■ **What is expected**
Range to reproduce from the entries below: the line with "M 1064,204 L", the line with "M 933,540 L 1029,553 L 1025,581 L 929,569 Z", and every line in between. Give them exactly and give nothing else.

■ **Study material**

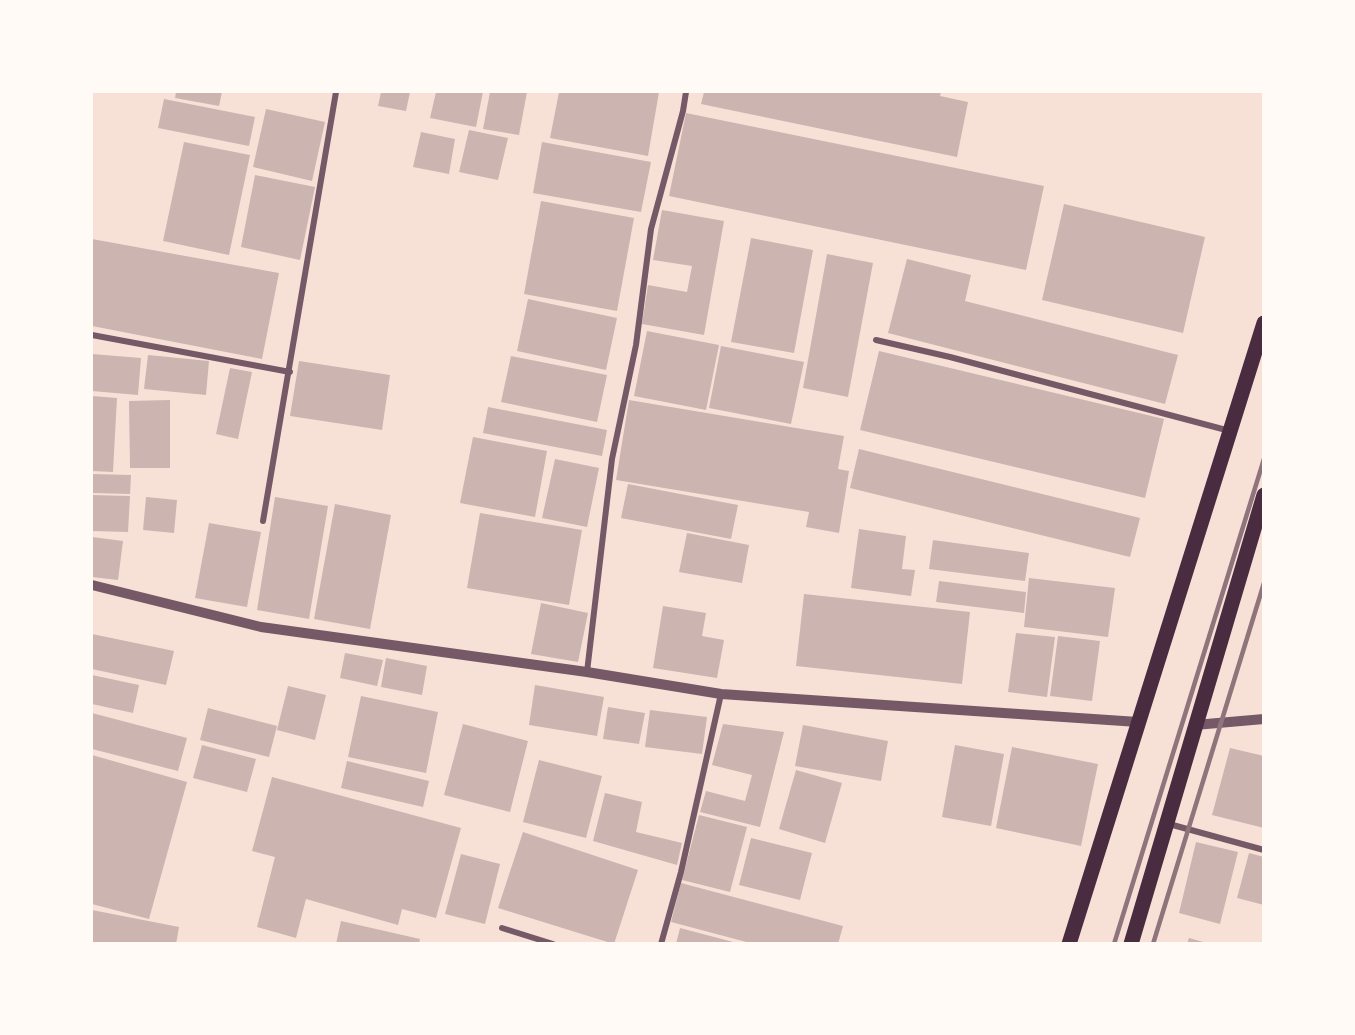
<!DOCTYPE html>
<style>
body{margin:0}
#map{position:relative;width:1355px;height:1035px;overflow:hidden;background:#f7e1d7;font-family:Cabin,sans-serif}
canvas{display:block}
.frame{position:absolute;inset:0;border:93px solid #fffaf5;pointer-events:none}
</style>
<div id="map">
<canvas width="1355" height="1035"></canvas>
<div class="frame"></div>
</div>
<script>
const ctx = document.querySelector('canvas').getContext('2d');
ctx.lineJoin = 'round';
function fill(path, color) {
  ctx.fillStyle = color;
  ctx.fill(path, 'evenodd');
}
function trace(path, color, width, dash) {
  ctx.strokeStyle = color;
  ctx.lineWidth = width;
  ctx.lineCap = dash ? 'butt' : 'round';
  ctx.setLineDash(dash || []);
  ctx.stroke(path);
}
const building = new Path2D(`
 M 176,92 L 222,92 L 219,106 L 175,98 Z
 M 381,92 L 410,92 L 406,111 L 378,106 Z
 M 436,92 L 483,92 L 476,127 L 430,118 Z
 M 490,92 L 527,92 L 519,135 L 483,129 Z
 M 559,92 L 659,92 L 648,156 L 550,138 Z
 M 704,92 L 941,92 L 940,96 L 968,102 L 957,157 L 701,104 Z
 M 164,99 L 255,117 L 249,146 L 158,128 Z
 M 266,109 L 325,122 L 312,181 L 253,167 Z
 M 686,113 L 1044,186 L 1026,270 L 669,196 Z
 M 469,130 L 508,138 L 498,180 L 459,172 Z
 M 421,132 L 455,139 L 449,174 L 413,167 Z
 M 184,142 L 250,155 L 229,255 L 163,241 Z
 M 542,142 L 651,162 L 641,212 L 533,193 Z
 M 255,175 L 315,187 L 300,260 L 241,247 Z
 M 541,201 L 634,218 L 617,311 L 524,294 Z
 M 1064,204 L 1205,237 L 1183,333 L 1042,300 Z
 M 662,210 L 724,221 L 704,335 L 642,324 L 648,285 L 687,292 L 692,266 L 653,260 Z
 M 751,238 L 813,250 L 794,353 L 731,342 Z
 M 92,239 L 279,273 L 262,359 L 92,326 Z
 M 827,254 L 873,263 L 848,397 L 803,388 Z
 M 907,259 L 971,275 L 965,301 L 1178,355 L 1165,404 L 888,333 Z
 M 528,299 L 617,318 L 606,370 L 517,351 Z
 M 647,331 L 719,345 L 706,410 L 634,396 Z
 M 721,346 L 804,362 L 791,424 L 709,408 Z
 M 879,351 L 1164,419 L 1145,498 L 860,430 Z
 M 92,354 L 141,358 L 138,395 L 92,391 Z
 M 148,355 L 209,361 L 206,395 L 144,389 Z
 M 511,356 L 607,375 L 597,422 L 501,402 Z
 M 299,361 L 390,375 L 382,430 L 290,416 Z
 M 230,368 L 252,372 L 238,439 L 216,434 Z
 M 92,396 L 117,398 L 113,472 L 92,471 Z
 M 170,400 L 170,468 L 130,468 L 129,401 Z
 M 629,400 L 844,436 L 838,469 L 849,471 L 839,533 L 806,527 L 809,512 L 616,480 Z
 M 488,407 L 607,430 L 602,456 L 483,433 Z
 M 473,437 L 547,451 L 535,517 L 460,503 Z
 M 859,449 L 1140,518 L 1130,557 L 850,488 Z
 M 555,459 L 599,468 L 587,527 L 542,518 Z
 M 92,474 L 131,475 L 130,494 L 92,493 Z
 M 628,484 L 738,505 L 731,539 L 621,518 Z
 M 92,495 L 130,496 L 128,532 L 92,531 Z
 M 146,497 L 177,500 L 174,533 L 143,530 Z
 M 275,497 L 328,506 L 309,619 L 257,610 Z
 M 335,504 L 391,515 L 370,629 L 314,619 Z
 M 480,513 L 582,530 L 569,605 L 467,588 Z
 M 209,523 L 261,532 L 247,607 L 195,598 Z
 M 859,529 L 906,536 L 902,569 L 915,570 L 911,596 L 851,588 Z
 M 687,533 L 749,545 L 742,583 L 679,572 Z
 M 92,537 L 123,541 L 118,580 L 92,577 Z
 M 933,540 L 1029,553 L 1025,581 L 929,569 Z
 M 1029,578 L 1115,588 L 1108,637 L 1024,627 Z
 M 939,581 L 1026,592 L 1024,613 L 936,602 Z
 M 804,594 L 970,612 L 962,684 L 796,666 Z
 M 541,603 L 588,613 L 578,662 L 531,654 Z
 M 663,606 L 706,613 L 702,636 L 724,640 L 717,678 L 653,668 Z
 M 1016,633 L 1055,637 L 1047,697 L 1008,692 Z
 M 92,634 L 174,651 L 166,685 L 92,669 Z
 M 1058,636 L 1100,641 L 1092,701 L 1050,696 Z
 M 345,653 L 383,660 L 377,686 L 340,678 Z
 M 386,658 L 427,666 L 422,695 L 381,687 Z
 M 92,675 L 139,685 L 133,713 L 92,704 Z
 M 535,685 L 604,697 L 597,736 L 529,725 Z
 M 288,686 L 326,695 L 315,740 L 277,730 Z
 M 361,696 L 438,712 L 426,773 L 348,757 Z
 M 608,707 L 645,713 L 639,744 L 603,739 Z
 M 208,708 L 277,726 L 269,757 L 200,740 Z
 M 650,710 L 707,717 L 702,754 L 645,747 Z
 M 92,713 L 187,738 L 178,771 L 92,749 Z
 M 463,724 L 528,741 L 510,812 L 444,795 Z
 M 723,724 L 784,732 L 760,827 L 700,812 L 706,791 L 745,801 L 752,775 L 712,765 Z
 M 803,725 L 888,741 L 881,781 L 795,766 Z
 M 202,745 L 256,759 L 247,792 L 193,778 Z
 M 955,745 L 1004,754 L 991,826 L 942,817 Z
 M 1012,747 L 1098,764 L 1081,846 L 996,828 Z
 M 1230,748 L 1264,756 L 1264,828 L 1212,815 Z
 M 92,755 L 187,782 L 149,919 L 92,904 Z
 M 539,760 L 602,776 L 586,838 L 523,822 Z
 M 347,761 L 429,781 L 423,807 L 341,788 Z
 M 796,770 L 842,783 L 825,843 L 779,829 Z
 M 272,777 L 461,828 L 436,918 L 402,909 L 398,925 L 306,899 L 296,938 L 257,927 L 275,857 L 252,851 Z
 M 605,793 L 642,802 L 636,832 L 682,843 L 677,865 L 593,841 Z
 M 699,815 L 747,827 L 730,892 L 682,880 Z
 M 523,832 L 638,870 L 614,944 L 498,908 Z
 M 751,838 L 812,853 L 800,900 L 739,885 Z
 M 1196,842 L 1238,852 L 1220,924 L 1179,913 Z
 M 1249,853 L 1264,857 L 1264,905 L 1237,898 Z
 M 461,854 L 500,864 L 485,924 L 445,914 Z
 M 681,883 L 843,926 L 838,944 L 754,944 L 671,922 Z
 M 92,910 L 179,927 L 176,944 L 92,944 Z
 M 341,921 L 420,939 L 419,944 L 336,944 Z
 M 680,928 L 737,943 L 736,944 L 676,944 Z
 M 1189,938 L 1207,943 L 1207,944 L 1187,944 Z`);
const minor = new Path2D(`
 M 92,335 L 290,372
 M 876,340 L 950,357 L 1230,431
 M 263,521 L 336,92
 M 587,672 L 612,459 L 636,345 L 651,229 L 683,111 L 686,92
 M 1169,824 L 1264,850
 M 502,928 L 553,944
 M 661,944 L 681,872 L 721,694`);
const tertiary = new Path2D(`
 M 92,585 L 261,627 L 587,672 L 721,694 L 1138,722
 M 1195,725 L 1264,719`);
const primary = new Path2D(`
 M 1069,944 L 1264,323
 M 1131,944 L 1264,495`);
const rail = new Path2D(`
 M 1114,944 L 1264,459
 M 1153,944 L 1264,583`);
fill(building, '#ccb4b1');
trace(minor, '#755966', 6);
trace(tertiary, '#755966', 10);
trace(primary, '#4a2c40', 15);
trace(rail, '#8f747c', 4.5);
</script>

■ **Output of the task**
 M 1064,204 L 1205,237 L 1183,333 L 1042,300 Z
 M 662,210 L 724,221 L 704,335 L 642,324 L 648,285 L 687,292 L 692,266 L 653,260 Z
 M 751,238 L 813,250 L 794,353 L 731,342 Z
 M 92,239 L 279,273 L 262,359 L 92,326 Z
 M 827,254 L 873,263 L 848,397 L 803,388 Z
 M 907,259 L 971,275 L 965,301 L 1178,355 L 1165,404 L 888,333 Z
 M 528,299 L 617,318 L 606,370 L 517,351 Z
 M 647,331 L 719,345 L 706,410 L 634,396 Z
 M 721,346 L 804,362 L 791,424 L 709,408 Z
 M 879,351 L 1164,419 L 1145,498 L 860,430 Z
 M 92,354 L 141,358 L 138,395 L 92,391 Z
 M 148,355 L 209,361 L 206,395 L 144,389 Z
 M 511,356 L 607,375 L 597,422 L 501,402 Z
 M 299,361 L 390,375 L 382,430 L 290,416 Z
 M 230,368 L 252,372 L 238,439 L 216,434 Z
 M 92,396 L 117,398 L 113,472 L 92,471 Z
 M 170,400 L 170,468 L 130,468 L 129,401 Z
 M 629,400 L 844,436 L 838,469 L 849,471 L 839,533 L 806,527 L 809,512 L 616,480 Z
 M 488,407 L 607,430 L 602,456 L 483,433 Z
 M 473,437 L 547,451 L 535,517 L 460,503 Z
 M 859,449 L 1140,518 L 1130,557 L 850,488 Z
 M 555,459 L 599,468 L 587,527 L 542,518 Z
 M 92,474 L 131,475 L 130,494 L 92,493 Z
 M 628,484 L 738,505 L 731,539 L 621,518 Z
 M 92,495 L 130,496 L 128,532 L 92,531 Z
 M 146,497 L 177,500 L 174,533 L 143,530 Z
 M 275,497 L 328,506 L 309,619 L 257,610 Z
 M 335,504 L 391,515 L 370,629 L 314,619 Z
 M 480,513 L 582,530 L 569,605 L 467,588 Z
 M 209,523 L 261,532 L 247,607 L 195,598 Z
 M 859,529 L 906,536 L 902,569 L 915,570 L 911,596 L 851,588 Z
 M 687,533 L 749,545 L 742,583 L 679,572 Z
 M 92,537 L 123,541 L 118,580 L 92,577 Z
 M 933,540 L 1029,553 L 1025,581 L 929,569 Z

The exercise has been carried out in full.